She should have died hereafter;
There would have been time for such a word.
To-morrow, to-morrow and to-morrow,
Creeps this petty pace from day to day
To the last syllable of recorded time,
And all our yesterdays have lighted fools
The way to dusty death. Out, out brief candle!
Life's but a walking shadow, a poor player
That struts and frets his hour upon the stage
And then is heard no more; it is a tale
Told by an idiot, full of sound and fury,
Signifying nothing. (5.5.17-28).
At this point, Macbeth is beginning to see life as essentially meaningless. When he says "life is but a walking shadow," or that life is like a candle, he means that life is short. He also notes that life simply creeps towards death. In other words, we live for a short time, only to head towards death and that each player is an idiot and his/her life, in the end, signifies nothing in the grand scheme of things. This is pretty bleak stuff.
Macbeth's guilt and his fear of losing his power has manifested in hallucinations and has augmented his anxiety of all things around him. His modus operandi is to try to avoid his fate as told in the witches' prophecy. In this soliloquy, he uses the world 'player,' as if he, and everyone, is some pawn in a deterministic script which he can only try to rebel against.

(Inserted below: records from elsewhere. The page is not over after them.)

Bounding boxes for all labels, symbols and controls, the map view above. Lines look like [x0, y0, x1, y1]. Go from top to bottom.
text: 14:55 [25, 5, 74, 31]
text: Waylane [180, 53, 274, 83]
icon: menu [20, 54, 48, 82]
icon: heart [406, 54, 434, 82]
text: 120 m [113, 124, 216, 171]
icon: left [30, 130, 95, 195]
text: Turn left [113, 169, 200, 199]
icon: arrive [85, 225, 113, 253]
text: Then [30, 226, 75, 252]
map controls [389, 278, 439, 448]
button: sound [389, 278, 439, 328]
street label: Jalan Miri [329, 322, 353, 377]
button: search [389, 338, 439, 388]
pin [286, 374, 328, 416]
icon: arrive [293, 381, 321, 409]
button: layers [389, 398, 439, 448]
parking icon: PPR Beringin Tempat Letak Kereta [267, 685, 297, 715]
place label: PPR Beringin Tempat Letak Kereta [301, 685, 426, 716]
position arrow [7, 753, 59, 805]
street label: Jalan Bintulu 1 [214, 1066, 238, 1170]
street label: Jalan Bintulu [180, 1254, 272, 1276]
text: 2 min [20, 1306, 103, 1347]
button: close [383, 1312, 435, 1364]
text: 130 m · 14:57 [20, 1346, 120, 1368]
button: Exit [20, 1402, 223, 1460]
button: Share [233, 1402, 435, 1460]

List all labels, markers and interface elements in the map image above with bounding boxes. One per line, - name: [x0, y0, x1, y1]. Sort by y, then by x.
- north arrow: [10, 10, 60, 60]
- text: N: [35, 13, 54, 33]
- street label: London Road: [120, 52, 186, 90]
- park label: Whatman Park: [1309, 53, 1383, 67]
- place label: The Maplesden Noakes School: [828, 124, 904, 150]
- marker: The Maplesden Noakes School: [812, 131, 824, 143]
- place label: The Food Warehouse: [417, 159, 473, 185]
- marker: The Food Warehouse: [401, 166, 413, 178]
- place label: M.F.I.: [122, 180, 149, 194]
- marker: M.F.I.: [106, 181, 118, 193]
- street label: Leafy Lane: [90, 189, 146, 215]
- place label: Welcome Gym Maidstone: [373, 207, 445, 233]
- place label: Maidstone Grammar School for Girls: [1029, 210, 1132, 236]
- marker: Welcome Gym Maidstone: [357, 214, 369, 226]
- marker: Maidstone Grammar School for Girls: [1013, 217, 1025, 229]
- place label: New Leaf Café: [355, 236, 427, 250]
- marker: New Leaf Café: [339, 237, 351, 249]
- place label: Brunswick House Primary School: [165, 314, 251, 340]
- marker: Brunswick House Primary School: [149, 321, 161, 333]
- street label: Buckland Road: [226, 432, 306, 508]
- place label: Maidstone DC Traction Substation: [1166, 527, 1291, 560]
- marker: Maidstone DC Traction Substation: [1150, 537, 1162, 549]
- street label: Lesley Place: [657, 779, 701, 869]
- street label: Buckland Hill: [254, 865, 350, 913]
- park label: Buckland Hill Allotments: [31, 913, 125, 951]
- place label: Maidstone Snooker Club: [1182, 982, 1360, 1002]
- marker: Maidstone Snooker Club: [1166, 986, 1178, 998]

Macbeth is so preoccupied with his anxiety, desire to retain his power and his avoidance of prophecy that he barely reacts to the news that his wife is dead. He says there is no time for even "a word," or a prayer. Macbeth has become lost in hopelessness, yet he still is bent on fighting it out until the end. He is so lost in his own guilt, that any emotion for other human beings, even his wife, is cast aside. Now, he is only concerned with fighting his alleged faith, proclaimed by the witches' prophecies.